Research and Idiopathic Pulmonary Fibrosis
Why is research important? Without research we would not make any progress in understanding or treating IPF. There are several different types of research. Basic science research seeks to understand idiopathic pulmonary fibrosis at a cellular or molecular level. For example, what types of enzymes or proteins are abnormal in patients with IPF. Animal studies offer another avenue to study IPF. There are rodent models of IPF that allow scientists to study the disease. Clinical research involves patients with disease. This maybe a treatment trial or a genetic study that seeks to identify a gene that contributes to the disease process.

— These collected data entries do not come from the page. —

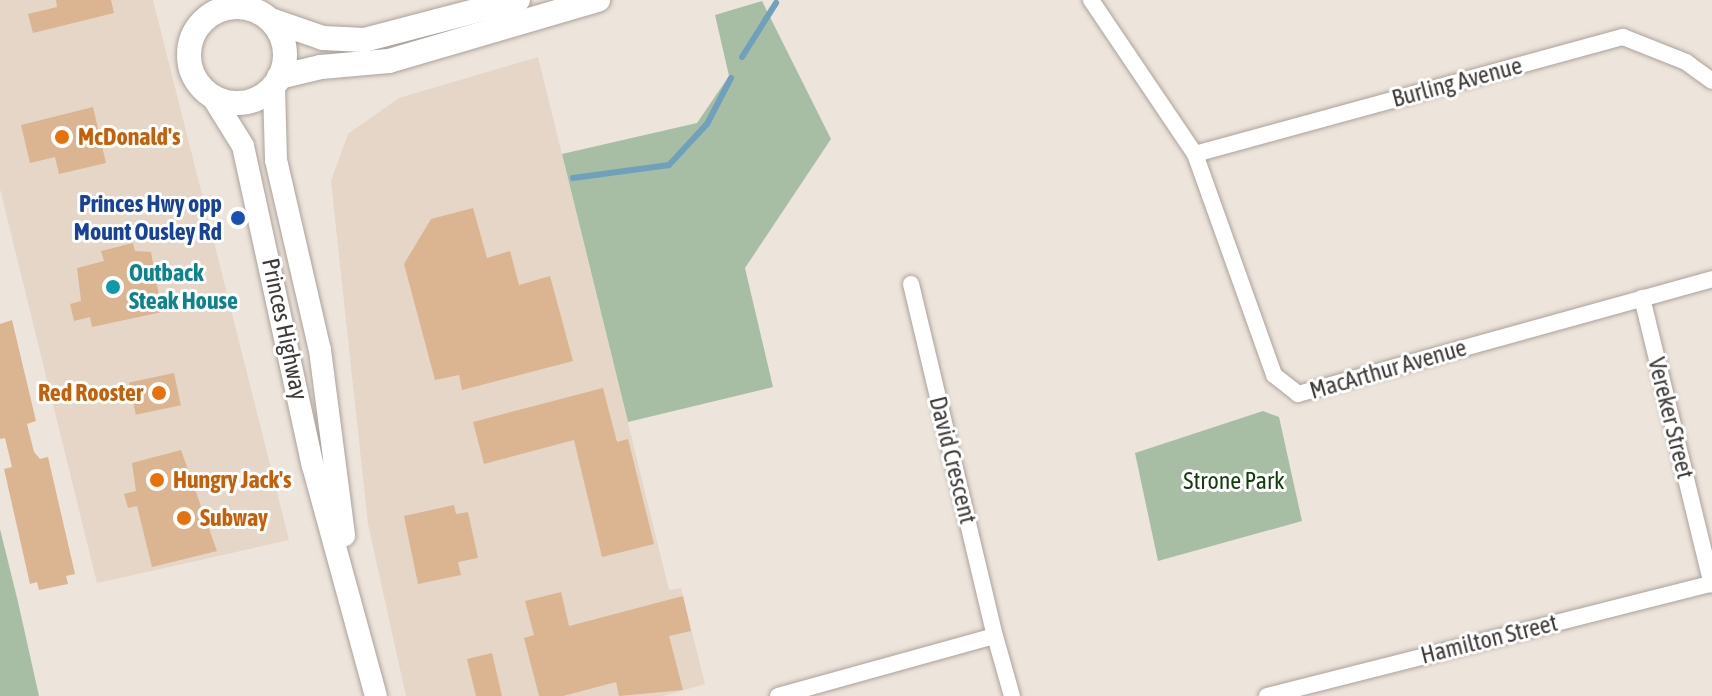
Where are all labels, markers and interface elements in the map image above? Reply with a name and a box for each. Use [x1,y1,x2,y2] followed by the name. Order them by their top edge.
[1389,51,1525,113] street label: Burling Avenue
[78,123,180,151] place label: McDonald's
[53,128,71,146] marker: McDonald's
[74,190,222,246] place label: Princes Hwy opp Mount Ousley Rd
[229,209,247,227] marker: Princes Hwy opp Mount Ousley Rd
[256,256,314,402] street label: Princes Highway
[129,259,238,315] place label: Outback Steak House
[104,278,122,296] marker: Outback Steak House
[1306,333,1470,405] street label: MacArthur Avenue
[1642,354,1700,482] street label: Vereker Street
[38,379,143,407] place label: Red Rooster
[150,384,168,402] marker: Red Rooster
[923,393,983,527] street label: David Crescent
[173,466,291,494] place label: Hungry Jack's
[1183,467,1285,495] park label: Strone Park
[148,471,166,489] marker: Hungry Jack's
[200,504,268,532] place label: Subway
[175,509,193,527] marker: Subway
[1418,608,1560,670] street label: Hamilton Street

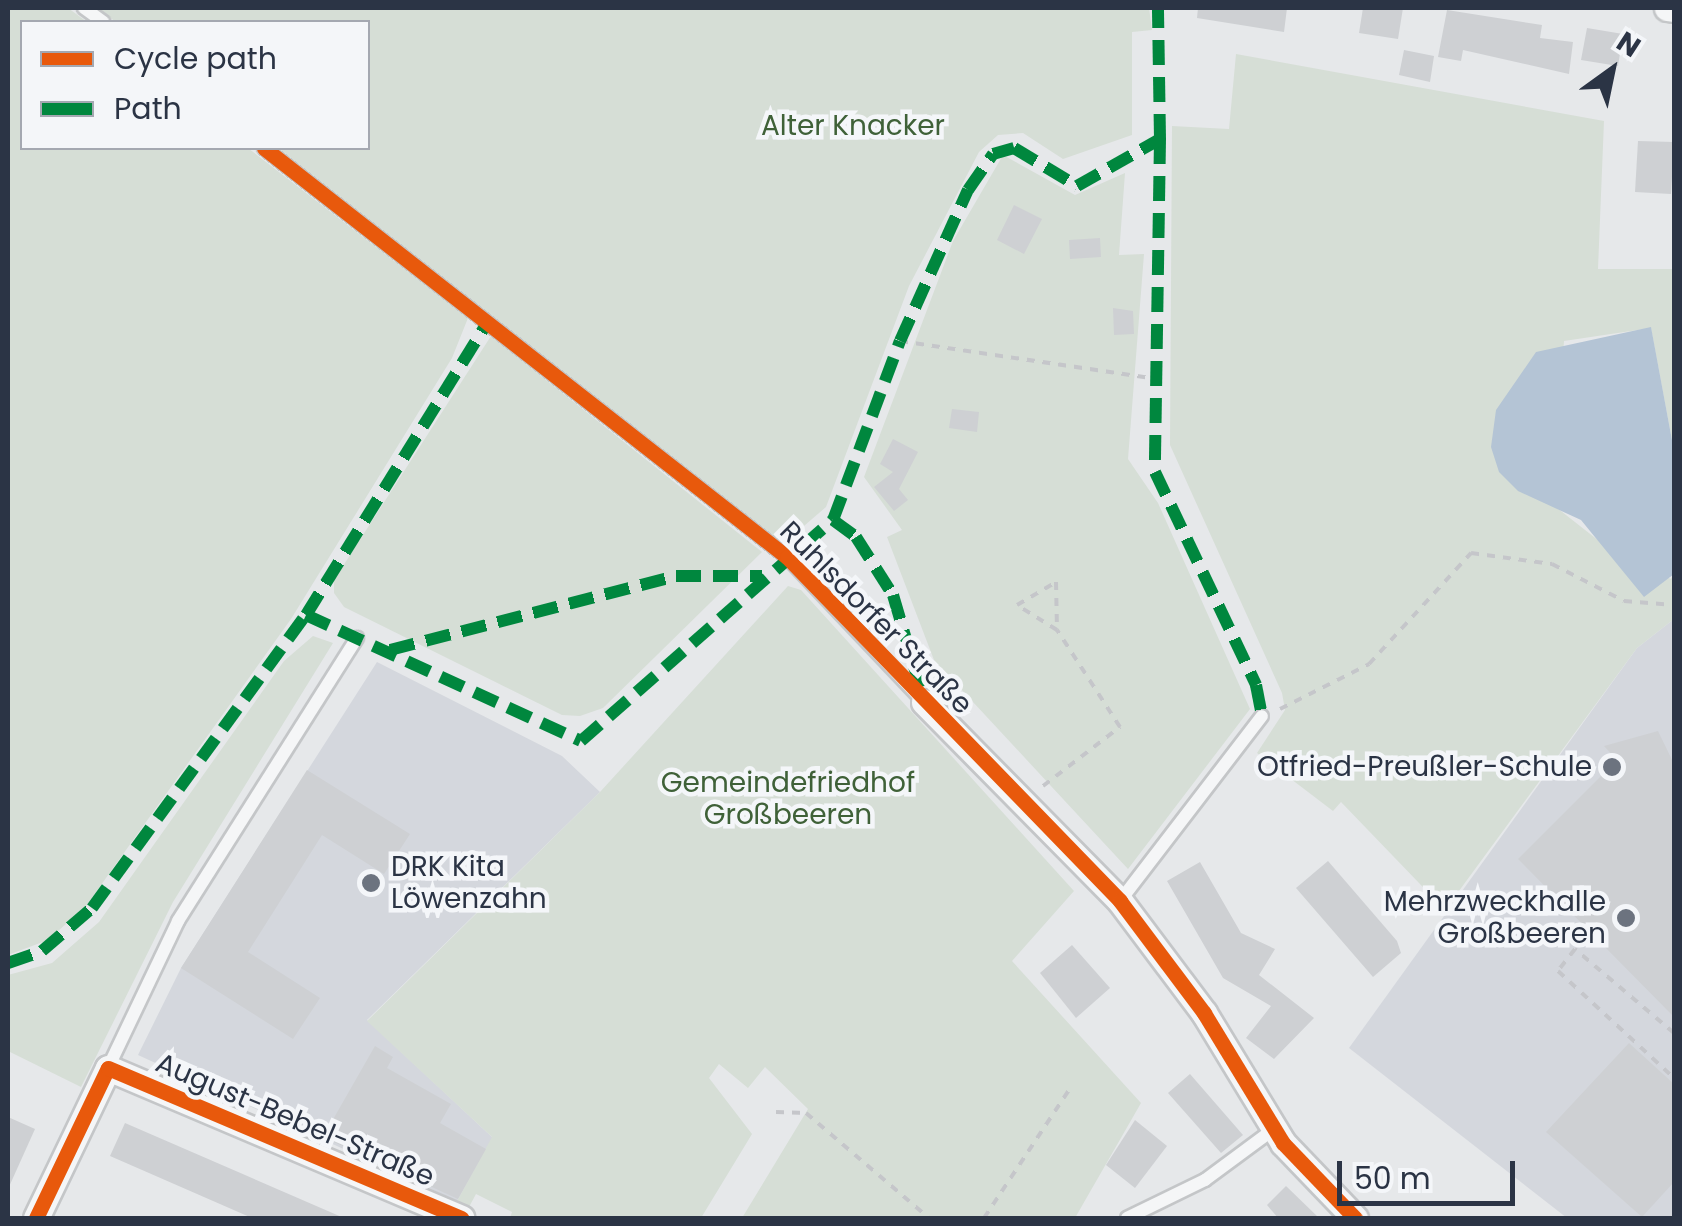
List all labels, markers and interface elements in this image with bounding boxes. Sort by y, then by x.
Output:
legend [20,20,370,150]
north arrow [1562,20,1662,120]
text: N [1609,22,1648,67]
text: Cycle path [114,37,277,80]
text: Path [114,87,182,130]
park label: Alter Knacker [761,109,945,143]
street label: Ruhlsdorfer Straße [773,515,979,721]
place label: Otfried-Preußler-Schule [1257,750,1592,784]
marker: Otfried-Preußler-Schule [1601,756,1623,778]
park label: Gemeindefriedhof Großbeeren [661,766,915,832]
place label: DRK Kita Löwenzahn [391,850,547,916]
marker: DRK Kita Löwenzahn [360,872,382,894]
place label: Mehrzweckhalle Großbeeren [1384,885,1606,951]
marker: Mehrzweckhalle Großbeeren [1615,907,1637,929]
street label: August-Bebel-Straße [151,1046,439,1194]
scale bar [1342,1141,1520,1203]
text: 50 m [1354,1157,1431,1200]

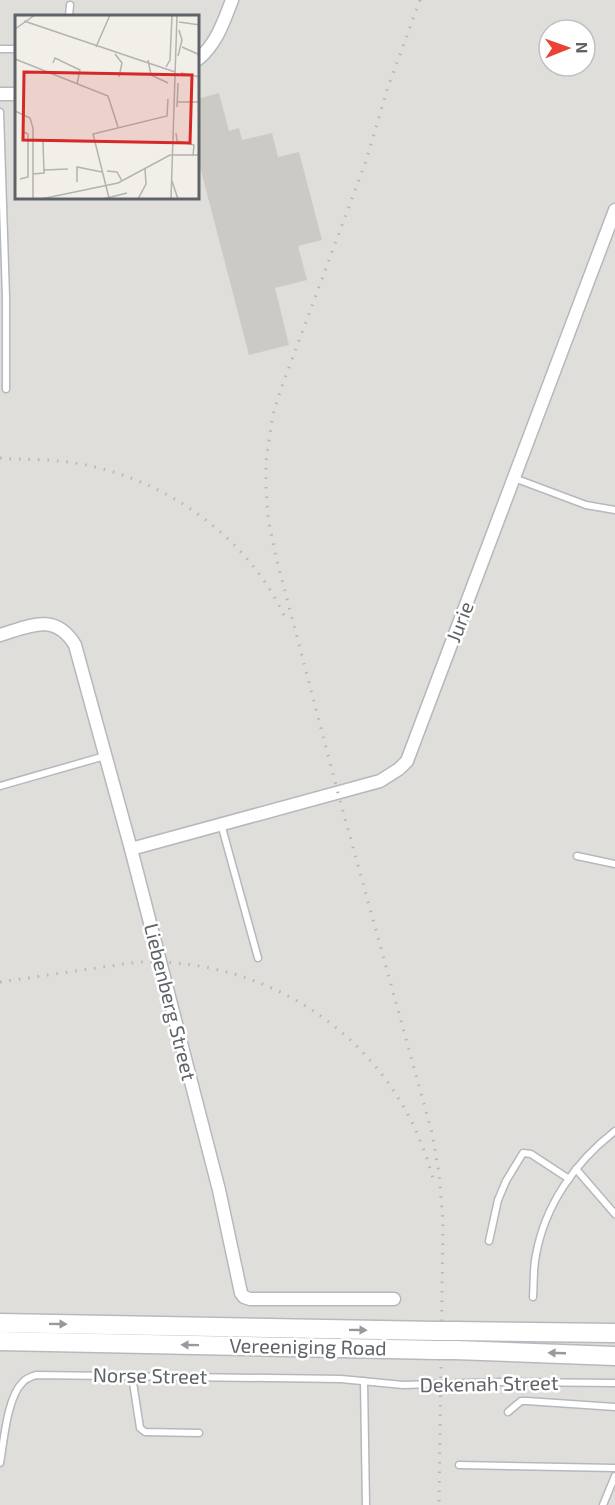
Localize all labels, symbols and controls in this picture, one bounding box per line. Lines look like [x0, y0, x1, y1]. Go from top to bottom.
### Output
inset map [15, 15, 200, 200]
north arrow [537, 18, 597, 78]
text: N [573, 42, 592, 54]
street label: Jurie [440, 598, 478, 646]
street label: Liebenberg Street [140, 921, 202, 1083]
one-way arrow [49, 1320, 68, 1329]
one-way arrow [349, 1325, 368, 1335]
street label: Vereeniging Road [229, 1333, 387, 1359]
one-way arrow [181, 1340, 200, 1350]
one-way arrow [547, 1349, 566, 1358]
street label: Norse Street [93, 1362, 208, 1388]
street label: Dekenah Street [419, 1370, 559, 1396]

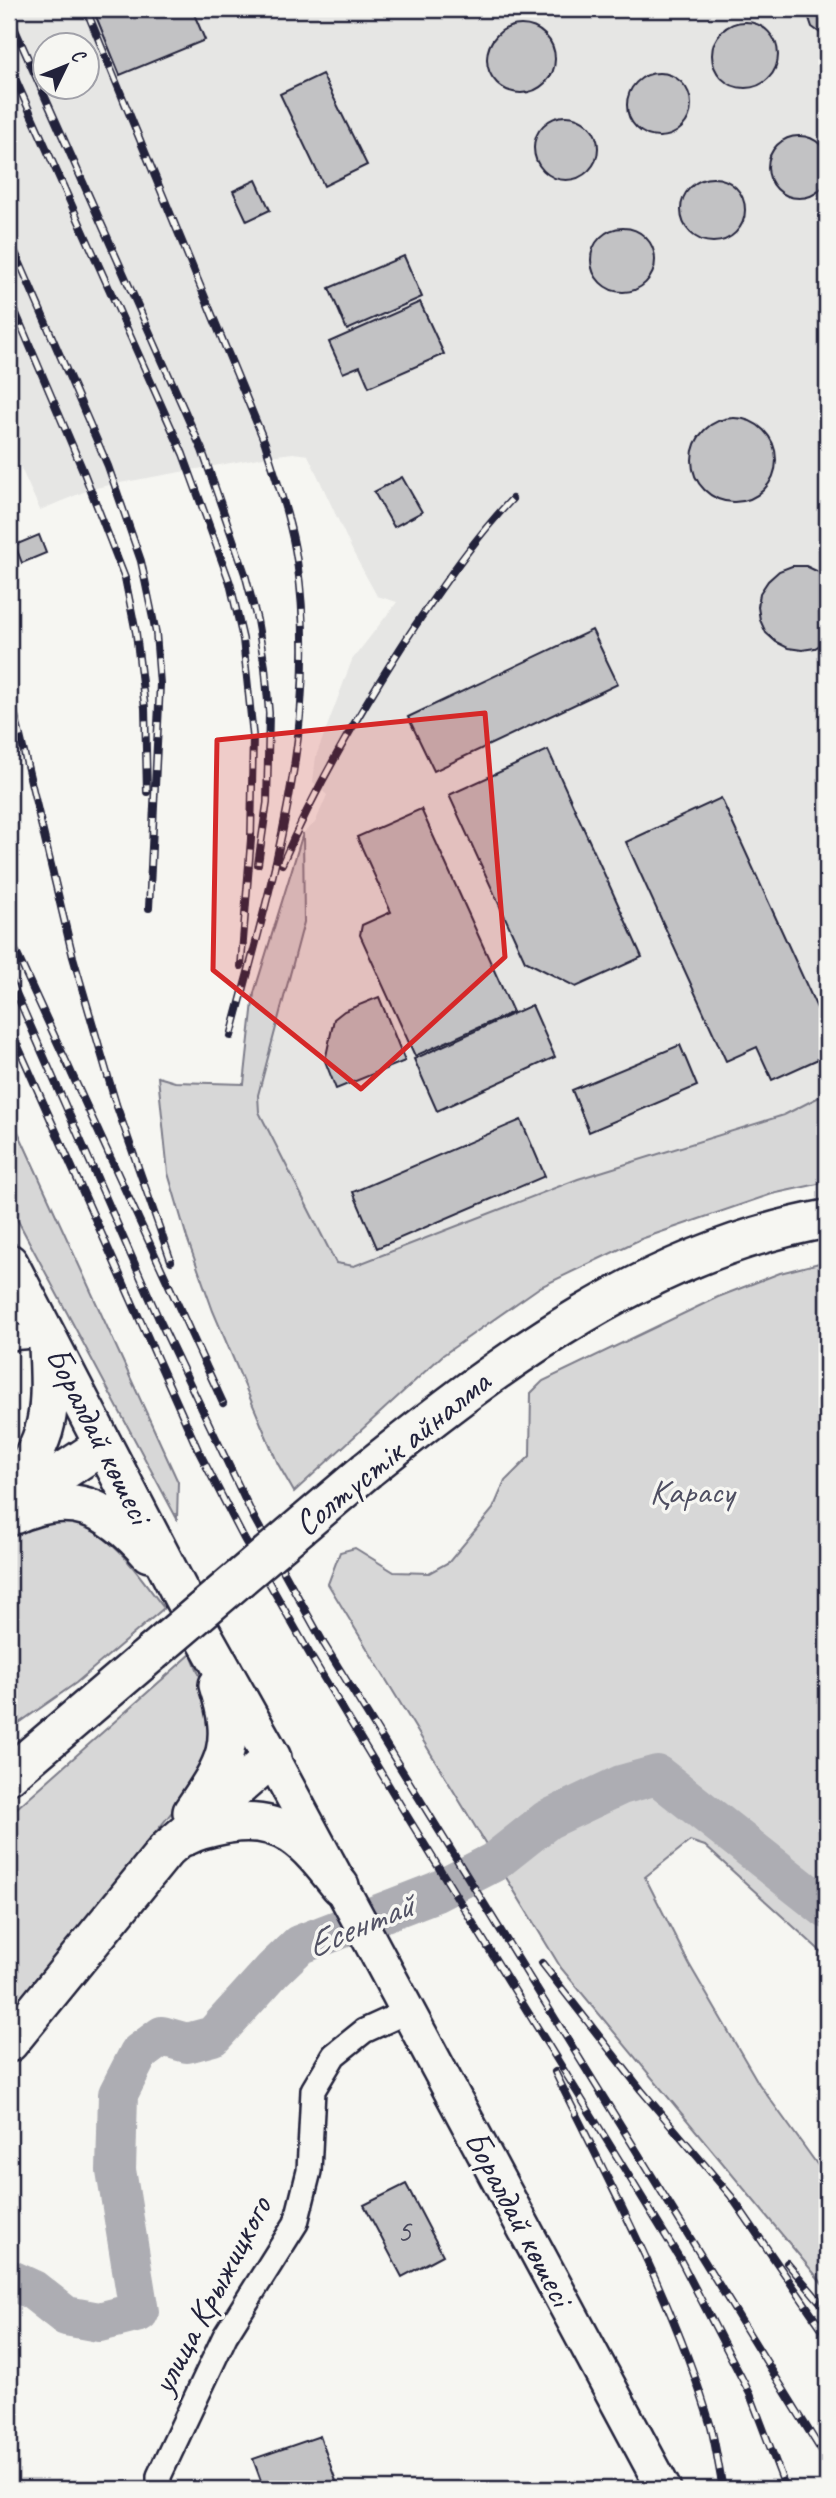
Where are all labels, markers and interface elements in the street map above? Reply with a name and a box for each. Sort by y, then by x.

Patients may participate in many ways. In a clinical trial, a drug company usually seeks to study a specific medication. There are strict guidelines called inclusion and exclusion criteria for who may participate. Most studies are randomized placebo controlled. This means that neither the doctor nor the patient knows if they are getting active treatment or placebo (sham treatment or sugar pill). This study design is required to bring new drugs to market.Patients are required to sign a consent form acknowledging that they have been educated about the trial and are willing to participate. The participant can withdraw their consent at any time. Patients may search on the internet to learn about active research studies. A government website clinicaltrials.gov lists all FDA sanctioned studies.
Doctors with particular interest and expertise in IPF tend to be involved in clinical research. So finding a specialist that is involved in clinical trials related to idiopathic pulmonary fibrosis is often a good start to finding the right doctor.